Sejauh Mana Perkantas Telah Menjadi Komunitas yang Radikal? Sebuah refleksi berdasarkan Markus 10:29-30
Sejauh
Mana Perkantas Telah Menjadi Komunitas yang Radikal? Sebuah refleksi
berdasarkan Markus 10:29-30
oleh Triawan Wicaksono
Untuk
memahami konsep gereja dalam Injil Markus, kita akan menemui kesulitan karena
Markus tidak pernah memakai istilah ekklesia (diterjemahkan dengan
istilah jemaat dalam PB) seperti yang digunakan oleh Matius (16:18; 18:17) dan
Lukas (Kis. 8:1; 9:31). Jabatan gerejawi juga tidak kita temukan dalam Markus,
seperti dalam Matius (16:18-20) dan Lukas (Kis. 1:26; 2:42; 4:37) dalam deskripsinya
tentang otoritas para rasul.
Akan
tetapi di dalam Markus kita akan menemukan istilah yang berhubungan dengan
rumah tangga (household) dan keluarga, yang juga digunakan oleh para penulis
kitab PB yang lain, untuk mengekspresikan pemahaman mereka tentang gereja.[1]Karena
itu kita akan berfokus kepada penggunaan istilah yang berhubungan dengan rumah
tangga untuk menggali pemahaman Markus tentang pemuridan sebagai kehidupan
dalam komunitas. Tetapi karena keterbatasan tempat maka artikel ini hanya akan
berfokus kepada teks Markus 10:29-30.
Teks
ini merupakan bagian transisi dari pelayanan Yesus di Galilea menuju
penderitaan-Nya di Yerusalem (8:22-10:52). Konteks bagian ini adalah
percakapakan Yesus dengan seorang kaya yang bertanya kepada Yesus bagaimana
untuk memperoleh hidup kekal (10:17-31). Orang yang mau meninggalkan sesuatu,
termasuk keluarganya dan mengikut Yesus, akan memperoleh semuanya itu bahkan
menerima kembali seratus kali lipat. Dan bukan hanya itu, melainkan ia juga
akan memperoleh hidup yang kekal.
Menarik
bila kita bandingkan dengan Matius dan Lukas, maka kita akan menemukan beberapa
variasi. Yang pertama hanya Markus yang menambahkan kalimat : “akan menerima
kembali seratus kali lipat : rumah, saudara laki-laki, saudara perempuan, ibu,
anak, ladang, ….” Matius hanya menulis, “akan menerima kembali seratus kali
lipat .…”(Mat. 19:29). Sedangkan Lukas hanya mengatakan,”akan menerima kembali
lipat ganda .…”(Luk. 18:30). Ketiga penginjil mengkonfirmasi janji hidup yang
kekal, tetapi hanya Markus yang menjelaskan bahwa keluarga yang telah
ditinggalkan karena mengikut Kristus, akan diganti dengan keluarga baru.

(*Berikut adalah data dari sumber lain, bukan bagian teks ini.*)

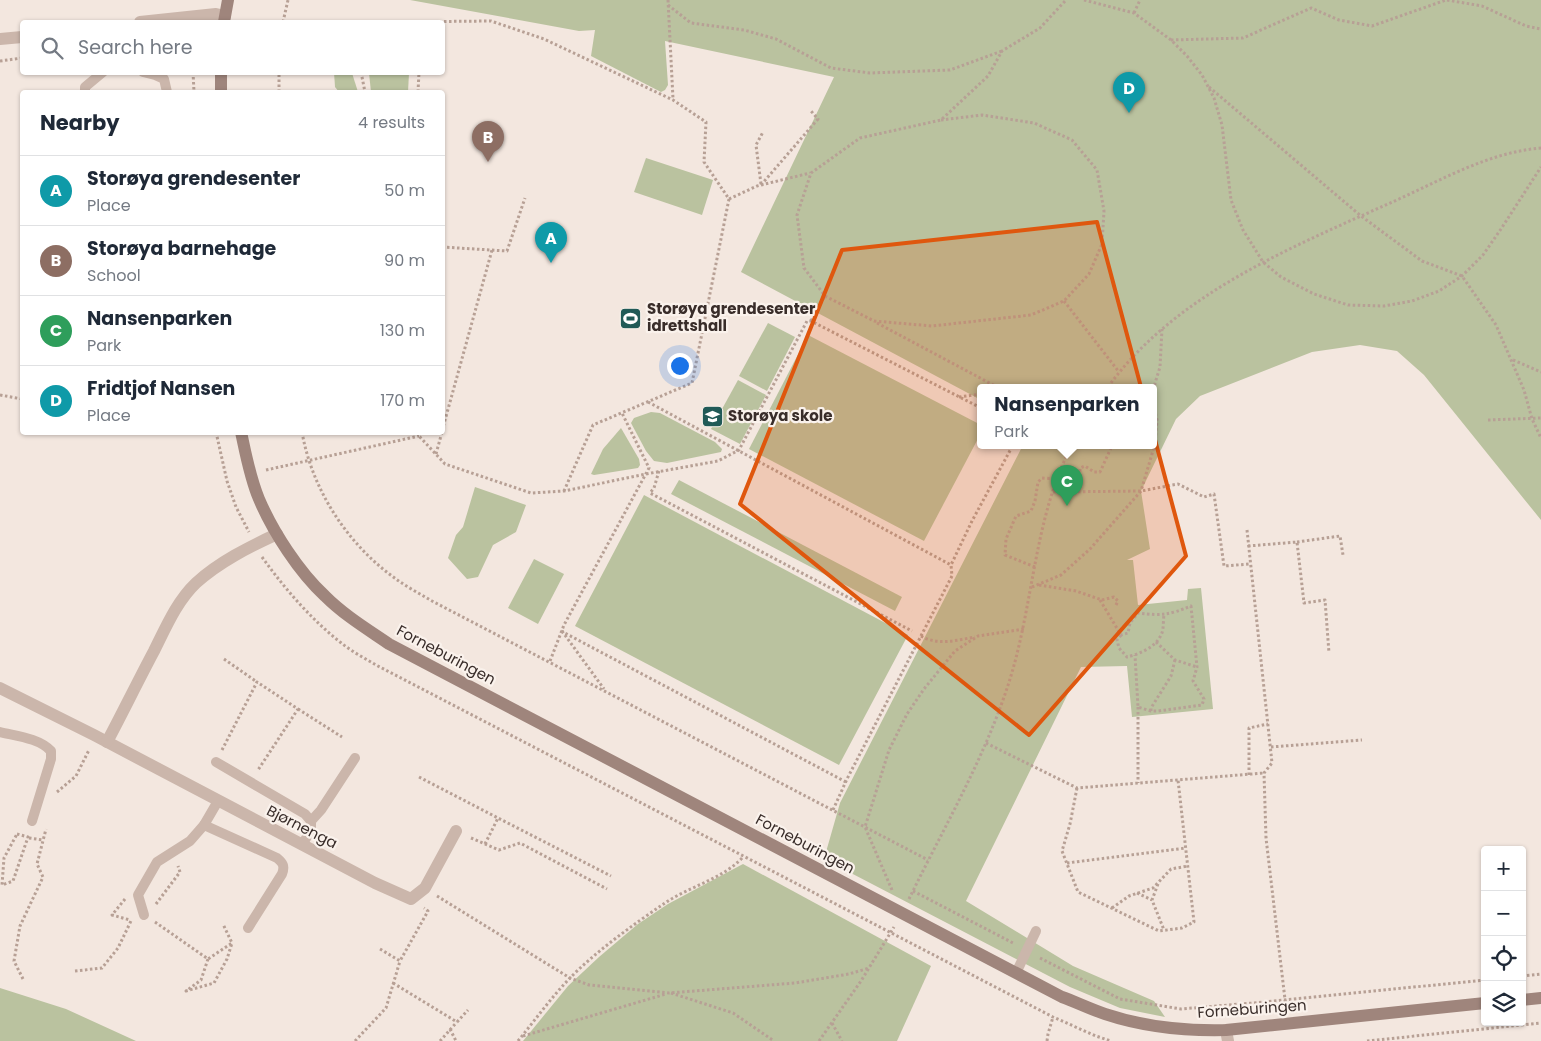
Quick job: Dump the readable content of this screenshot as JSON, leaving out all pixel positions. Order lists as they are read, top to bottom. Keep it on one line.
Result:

Pernyataan ini tidak bisa dianggap sebagai metafora belaka, karena dalam gereja
mula-mula, pengertian komunitas diekspresikan dengan menggunakan bahasa yang
berhubungan dengan keluarga (familial language).[2]
Yang
kedua, dalam Markus 10:29 yaitu hal-hal yang ditnggalkan karena mengikut
Kristus, yaitu rumah, saudara laki-laki, saudara perempuan, ibu, bapa, anak,
dan ladang, sama persis dengan yang akan didapatkan kembali seratus kali lipat
(dalam Mrk. 10:30), kecuali ayah. Tidak ada ayah dalam keluarga/komunitas yang
baru. Penjelasan yang mungkin adalah bagi Markus, satu-satunya Bapa adalah
Allah itu sendiri (Mrk. 11:25; 14:36).
Penjelasan
lain yang mungkin adalah hal ini mengeskpresikan sikap anti-patriarkal, yang
mengindikasikan sifat egaliter yang radikal dari komunitas dalam Injil
Markus. [3] Hal
ini sangat senada dengan konteks keseluruhan Injil ini dimana orang yang ingin
menjadi yang terdahulu, hendaklah ia menjadi yang terakhir dari semuanya dan
pelayan dari semuanya (9:35; band 10:42-45). Anak-anak yang merupakan simbol
mereka yang lemah dan tidak berdaya justru diterima oleh Yesus (9:36-37;
10:13-16). Istri tidak bisa dianggap sebagai barang milik, yang dapat dibuang
seenaknya oleh suaminya (10:2-11). Kekayaan yang dapat mengakibatkan pembagian
kelas sosial, yang membuat orang kaya merasa memiliki otoritas di atas mereka
yang miskin, justru dapat menghalangi seseorang masuk ke dalam kerajaan Allah
(10:17-27). Markus juga menegaskan bahwa Yesus datang bukan untuk dilayani,
melainkan untuk melayani dan untuk memberikan nyawa-Nya menjadi tebusan bagi
banyak orang (10:45). Itu sebabnya kita dapat meyakini bahwa sifat saling
melayani (mutual service) dan penolakaan terhadap kekuasaan yang mendominasi (renunciation
of dominating power) adalah karakteristik utama komunitas Injil Markus.[4]
Yang
ketiga, keunikan bagian terakhir, yang tidak ada di Matius dan Lukas adalah di
Markus 10:30, yaitu kalimat “… sekalipun disertai berbagai penganiayaan…”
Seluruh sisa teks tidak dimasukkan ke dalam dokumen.